A structural spectroscopic study of dissociative anaesthetic methoxphenidine

Methoxphenidine was originally patented for its properties to treat neurotoxic injury. However, due to its side effects, it failed to become a drug and later reappeared on the black market among so-called new psychoactive substances. Methoxphenidine belongs among dissociative anaesthetics, which came to the forefront of medicinal interest due to their potential for depression treatment. Despite its pharmacological history and black market availability, there is still a lack of pharmacological data on this substance and a shortage of methods enabling further biological studies. To offer tools for psychopharmacological studies of the enantiomers of this compound, we have developed a chiral resolution process by crystallization using a natural pool of chiral substances. We further developed a novel analytical method to control the optical purity of the obtained enantiomers using chiral supercritical fluid chromatography, which represents the contemporary green and sustainable method for chiral separation.
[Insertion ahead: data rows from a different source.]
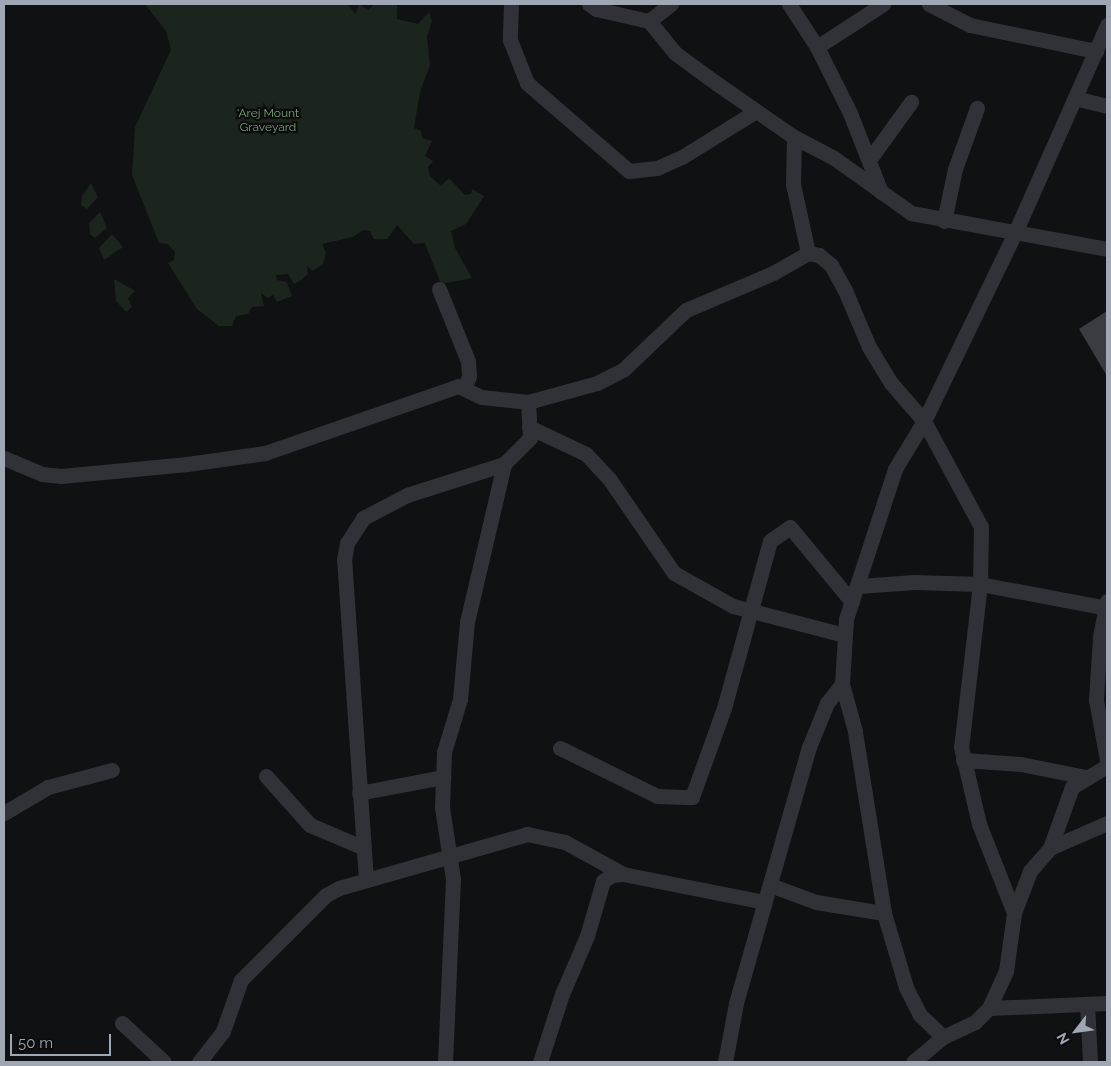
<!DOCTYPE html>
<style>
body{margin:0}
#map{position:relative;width:1111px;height:1066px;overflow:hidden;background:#101112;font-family:Raleway,sans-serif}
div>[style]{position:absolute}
.green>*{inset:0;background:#1c251d}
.building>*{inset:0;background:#3b3c42}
.minor>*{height:15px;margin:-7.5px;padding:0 7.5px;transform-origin:7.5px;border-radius:7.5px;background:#313238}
span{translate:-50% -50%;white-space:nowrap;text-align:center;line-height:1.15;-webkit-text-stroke:4.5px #0c0c0d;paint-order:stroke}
.park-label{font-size:12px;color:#75a177}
.frame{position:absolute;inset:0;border:5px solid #a0a7b4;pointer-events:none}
.north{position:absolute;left:1051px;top:1006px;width:50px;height:50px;-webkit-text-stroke:4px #0c0c0d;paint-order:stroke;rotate:240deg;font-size:14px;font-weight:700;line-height:20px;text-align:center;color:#a0a7b4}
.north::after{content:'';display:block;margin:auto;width:18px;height:22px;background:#a0a7b4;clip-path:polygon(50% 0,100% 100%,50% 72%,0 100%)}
.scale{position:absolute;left:10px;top:1034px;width:101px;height:22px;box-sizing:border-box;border:2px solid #a0a7b4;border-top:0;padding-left:6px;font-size:15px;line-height:18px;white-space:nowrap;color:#a0a7b4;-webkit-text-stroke:4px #0c0c0d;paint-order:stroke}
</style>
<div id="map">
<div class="green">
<div style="clip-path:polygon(145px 4px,348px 4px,355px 14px,359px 4px,368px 10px,375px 4px,397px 4px,397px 19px,418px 24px,429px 12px,432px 21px,427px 37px,430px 65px,420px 92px,414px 128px,421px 131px,422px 138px,432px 141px,425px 156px,433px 161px,428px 167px,430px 176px,441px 186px,449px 178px,465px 195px,471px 194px,472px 189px,484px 196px,466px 224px,451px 231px,455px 248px,472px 278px,441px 284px,425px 243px,414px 244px,397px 225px,387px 239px,374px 239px,370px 231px,363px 230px,353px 237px,322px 244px,326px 253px,323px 264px,312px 271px,307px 265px,308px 274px,301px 280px,294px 284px,288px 274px,276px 275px,277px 280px,287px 282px,292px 296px,277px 302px,273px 295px,268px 298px,261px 293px,264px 306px,252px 307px,248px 314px,236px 316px,232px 326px,219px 326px,197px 309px,168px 263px,174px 260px,175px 252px,168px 244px,159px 243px,132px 175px,135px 127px,171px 50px,166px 31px)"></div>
<div style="clip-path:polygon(91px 183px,98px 197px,87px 209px,81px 205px,82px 196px)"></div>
<div style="clip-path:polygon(100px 212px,107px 228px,95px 238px,90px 234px,89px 223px)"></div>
<div style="clip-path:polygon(112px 234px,123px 247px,104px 260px,99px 248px)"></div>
<div style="clip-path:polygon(114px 279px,135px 291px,128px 298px,132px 307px,126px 312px,116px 301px)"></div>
</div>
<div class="building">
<div style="clip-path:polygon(1107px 311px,1107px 376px,1079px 329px)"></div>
</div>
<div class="minor">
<div style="left:511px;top:4px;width:36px;rotate:92deg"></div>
<div style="left:510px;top:40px;width:46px;rotate:68.4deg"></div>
<div style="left:527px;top:83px;width:135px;rotate:40.8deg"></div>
<div style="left:629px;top:171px;width:28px;rotate:-6deg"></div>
<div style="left:657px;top:168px;width:27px;rotate:-24deg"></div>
<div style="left:682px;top:157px;width:87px;rotate:-31.9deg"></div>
<div style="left:589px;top:4px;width:9px;rotate:36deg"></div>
<div style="left:596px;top:9px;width:54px;rotate:12.8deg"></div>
<div style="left:649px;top:21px;width:41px;rotate:50.9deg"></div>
<div style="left:675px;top:53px;width:51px;rotate:36.2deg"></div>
<div style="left:716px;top:83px;width:95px;rotate:34.7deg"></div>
<div style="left:794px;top:137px;width:45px;rotate:27.7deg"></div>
<div style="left:834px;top:158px;width:95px;rotate:35.5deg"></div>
<div style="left:911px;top:213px;width:199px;rotate:10.4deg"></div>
<div style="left:789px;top:4px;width:51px;rotate:56.9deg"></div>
<div style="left:817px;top:47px;width:74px;rotate:63.4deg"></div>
<div style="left:850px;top:113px;width:85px;rotate:68.6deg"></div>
<div style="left:929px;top:4px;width:46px;rotate:27.1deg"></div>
<div style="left:970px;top:25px;width:129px;rotate:11.7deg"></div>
<div style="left:649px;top:21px;width:28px;rotate:-38deg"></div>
<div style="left:817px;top:47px;width:79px;rotate:-33.1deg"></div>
<div style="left:1075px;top:98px;width:33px;rotate:14deg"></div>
<div style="left:794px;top:137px;width:47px;rotate:91.2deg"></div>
<div style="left:793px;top:184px;width:71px;rotate:77.7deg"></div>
<div style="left:869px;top:160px;width:72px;rotate:-54.1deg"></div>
<div style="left:944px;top:221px;width:53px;rotate:-78.1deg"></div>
<div style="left:955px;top:169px;width:65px;rotate:-70.2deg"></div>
<div style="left:439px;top:289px;width:78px;rotate:68.1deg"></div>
<div style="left:468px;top:361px;width:15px;rotate:86deg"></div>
<div style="left:469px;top:376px;width:12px;rotate:110deg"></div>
<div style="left:529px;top:427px;width:63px;rotate:25.3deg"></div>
<div style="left:586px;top:454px;width:35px;rotate:47deg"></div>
<div style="left:610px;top:480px;width:113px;rotate:55.5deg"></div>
<div style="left:674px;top:573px;width:68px;rotate:29.2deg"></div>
<div style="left:733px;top:606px;width:115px;rotate:14.6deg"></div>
<div style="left:4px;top:458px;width:41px;rotate:22.8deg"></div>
<div style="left:42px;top:474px;width:19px;rotate:6deg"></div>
<div style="left:61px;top:476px;width:127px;rotate:-5.4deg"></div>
<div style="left:187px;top:464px;width:79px;rotate:-8deg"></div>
<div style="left:265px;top:453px;width:204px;rotate:-19.1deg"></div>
<div style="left:458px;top:386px;width:26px;rotate:25deg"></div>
<div style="left:482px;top:397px;width:46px;rotate:6.2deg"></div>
<div style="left:528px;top:402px;width:72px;rotate:-15.4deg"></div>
<div style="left:597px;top:383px;width:30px;rotate:-27deg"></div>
<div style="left:624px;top:369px;width:86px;rotate:-43.6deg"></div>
<div style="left:686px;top:310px;width:95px;rotate:-23deg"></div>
<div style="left:773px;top:273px;width:40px;rotate:-29.7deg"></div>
<div style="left:808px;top:253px;width:11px;rotate:10deg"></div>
<div style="left:819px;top:255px;width:16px;rotate:40deg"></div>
<div style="left:831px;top:265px;width:26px;rotate:61deg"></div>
<div style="left:844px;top:288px;width:64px;rotate:67deg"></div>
<div style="left:869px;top:347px;width:42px;rotate:58.6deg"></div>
<div style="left:891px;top:383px;width:50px;rotate:49deg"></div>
<div style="left:924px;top:421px;width:120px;rotate:61.7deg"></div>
<div style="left:981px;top:527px;width:57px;rotate:91deg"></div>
<div style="left:980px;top:584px;width:164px;rotate:96.6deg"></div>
<div style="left:961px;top:747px;width:79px;rotate:76.8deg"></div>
<div style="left:979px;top:824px;width:96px;rotate:68.5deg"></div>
<div style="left:859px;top:586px;width:55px;rotate:-4.2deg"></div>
<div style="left:914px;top:582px;width:66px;rotate:1.7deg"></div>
<div style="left:980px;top:584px;width:129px;rotate:10.7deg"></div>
<div style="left:1107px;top:601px;width:38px;rotate:101deg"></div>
<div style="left:1100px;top:638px;width:62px;rotate:93.7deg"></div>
<div style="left:1096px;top:700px;width:61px;rotate:79.6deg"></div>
<div style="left:560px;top:748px;width:108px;rotate:26.3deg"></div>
<div style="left:657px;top:796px;width:35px;rotate:2deg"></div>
<div style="left:692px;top:797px;width:95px;rotate:-70.2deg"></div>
<div style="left:724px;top:708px;width:173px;rotate:-74.6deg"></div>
<div style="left:770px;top:541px;width:24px;rotate:-35deg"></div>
<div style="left:790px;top:527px;width:97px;rotate:50.4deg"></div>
<div style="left:963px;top:760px;width:58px;rotate:3.9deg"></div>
<div style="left:1021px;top:764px;width:65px;rotate:11.5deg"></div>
<div style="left:266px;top:776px;width:66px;rotate:48.1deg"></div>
<div style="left:310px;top:825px;width:56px;rotate:22.9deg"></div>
<div style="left:359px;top:793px;width:86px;rotate:-10.8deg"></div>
<div style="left:4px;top:813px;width:51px;rotate:-30.6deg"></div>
<div style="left:48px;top:787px;width:66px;rotate:-14.9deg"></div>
<div style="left:1050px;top:848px;width:65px;rotate:-70.2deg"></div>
<div style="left:1072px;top:787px;width:41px;rotate:-31deg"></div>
<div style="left:366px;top:880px;width:321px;rotate:-93.9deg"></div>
<div style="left:344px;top:560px;width:17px;rotate:-80deg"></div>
<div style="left:347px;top:543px;width:30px;rotate:-57deg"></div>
<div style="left:363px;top:518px;width:50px;rotate:-27.6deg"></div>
<div style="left:407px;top:495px;width:102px;rotate:-17.7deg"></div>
<div style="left:770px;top:885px;width:49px;rotate:20.3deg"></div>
<div style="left:816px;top:902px;width:69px;rotate:9.2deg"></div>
<div style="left:1087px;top:1004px;width:58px;rotate:87deg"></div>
<div style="left:989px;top:1008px;width:118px;rotate:-2.4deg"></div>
<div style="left:122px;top:1023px;width:57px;rotate:42.9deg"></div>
<div style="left:943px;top:1037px;width:32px;rotate:-136deg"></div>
<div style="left:920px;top:1015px;width:31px;rotate:-117deg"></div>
<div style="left:906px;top:987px;width:77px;rotate:-106.6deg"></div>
<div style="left:884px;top:913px;width:184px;rotate:-99.1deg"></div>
<div style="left:855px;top:731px;width:49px;rotate:-105.5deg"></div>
<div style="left:842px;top:684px;width:65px;rotate:-86.5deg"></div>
<div style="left:846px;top:619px;width:158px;rotate:-71.9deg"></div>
<div style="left:895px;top:469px;width:56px;rotate:-58.9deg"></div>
<div style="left:924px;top:421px;width:207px;rotate:-64.2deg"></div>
<div style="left:1014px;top:235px;width:230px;rotate:-66.1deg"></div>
<div style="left:199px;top:1062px;width:39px;rotate:-52deg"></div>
<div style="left:223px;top:1031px;width:54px;rotate:-70.6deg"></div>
<div style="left:241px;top:980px;width:120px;rotate:-45deg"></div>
<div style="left:326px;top:895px;width:15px;rotate:-28deg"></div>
<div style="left:339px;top:888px;width:196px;rotate:-16deg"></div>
<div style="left:527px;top:834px;width:39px;rotate:12deg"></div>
<div style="left:565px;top:842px;width:66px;rotate:28.9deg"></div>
<div style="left:445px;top:1062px;width:183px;rotate:-87.5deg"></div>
<div style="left:453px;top:879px;width:73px;rotate:-98.7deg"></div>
<div style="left:442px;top:807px;width:55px;rotate:-87.9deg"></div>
<div style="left:444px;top:752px;width:55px;rotate:-73.2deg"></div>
<div style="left:460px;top:699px;width:77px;rotate:-84.8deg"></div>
<div style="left:467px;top:622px;width:162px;rotate:-76.8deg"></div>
<div style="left:504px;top:464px;width:37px;rotate:-45deg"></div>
<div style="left:530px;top:438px;width:36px;rotate:-93deg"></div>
<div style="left:540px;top:1062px;width:71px;rotate:-72.1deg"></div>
<div style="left:562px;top:994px;width:63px;rotate:-66.7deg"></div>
<div style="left:587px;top:936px;width:57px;rotate:-73.8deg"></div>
<div style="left:603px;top:881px;width:11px;rotate:-34deg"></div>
<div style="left:612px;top:875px;width:11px;rotate:-5deg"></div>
<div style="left:623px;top:874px;width:144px;rotate:11.2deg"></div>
<div style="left:725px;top:1062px;width:60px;rotate:-79.4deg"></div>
<div style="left:736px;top:1003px;width:266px;rotate:-74.1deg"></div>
<div style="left:809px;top:747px;width:48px;rotate:-67.8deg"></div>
<div style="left:827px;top:703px;width:24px;rotate:-52deg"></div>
<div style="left:913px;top:1062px;width:39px;rotate:-40deg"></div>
<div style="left:943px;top:1037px;width:35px;rotate:-25deg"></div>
<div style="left:975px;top:1022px;width:20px;rotate:-45deg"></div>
<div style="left:989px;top:1008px;width:41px;rotate:-65.3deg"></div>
<div style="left:1006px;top:971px;width:59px;rotate:-82.1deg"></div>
<div style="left:1014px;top:913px;width:45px;rotate:-69.1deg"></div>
<div style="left:1030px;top:871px;width:30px;rotate:-49deg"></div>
<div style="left:1050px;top:848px;width:62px;rotate:-23.7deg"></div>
</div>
<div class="park-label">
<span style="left:268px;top:121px">'Arej Mount<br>Graveyard</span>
</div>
<div class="frame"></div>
<div class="north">N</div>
<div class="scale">50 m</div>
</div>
To determine the absolute configuration of the crystallized enantiomers, we employed a combination of the electronic circular dichroism spectra supported by quantum chemical calculations. Furthermore, to verify our approach, we analysed the sample by single crystal diffraction. We believe that the tools within our work that enable pharmacological studies focused on both enantiomers of methoxphenidine may be useful not only for medicinal chemists but also for the broader scientific community.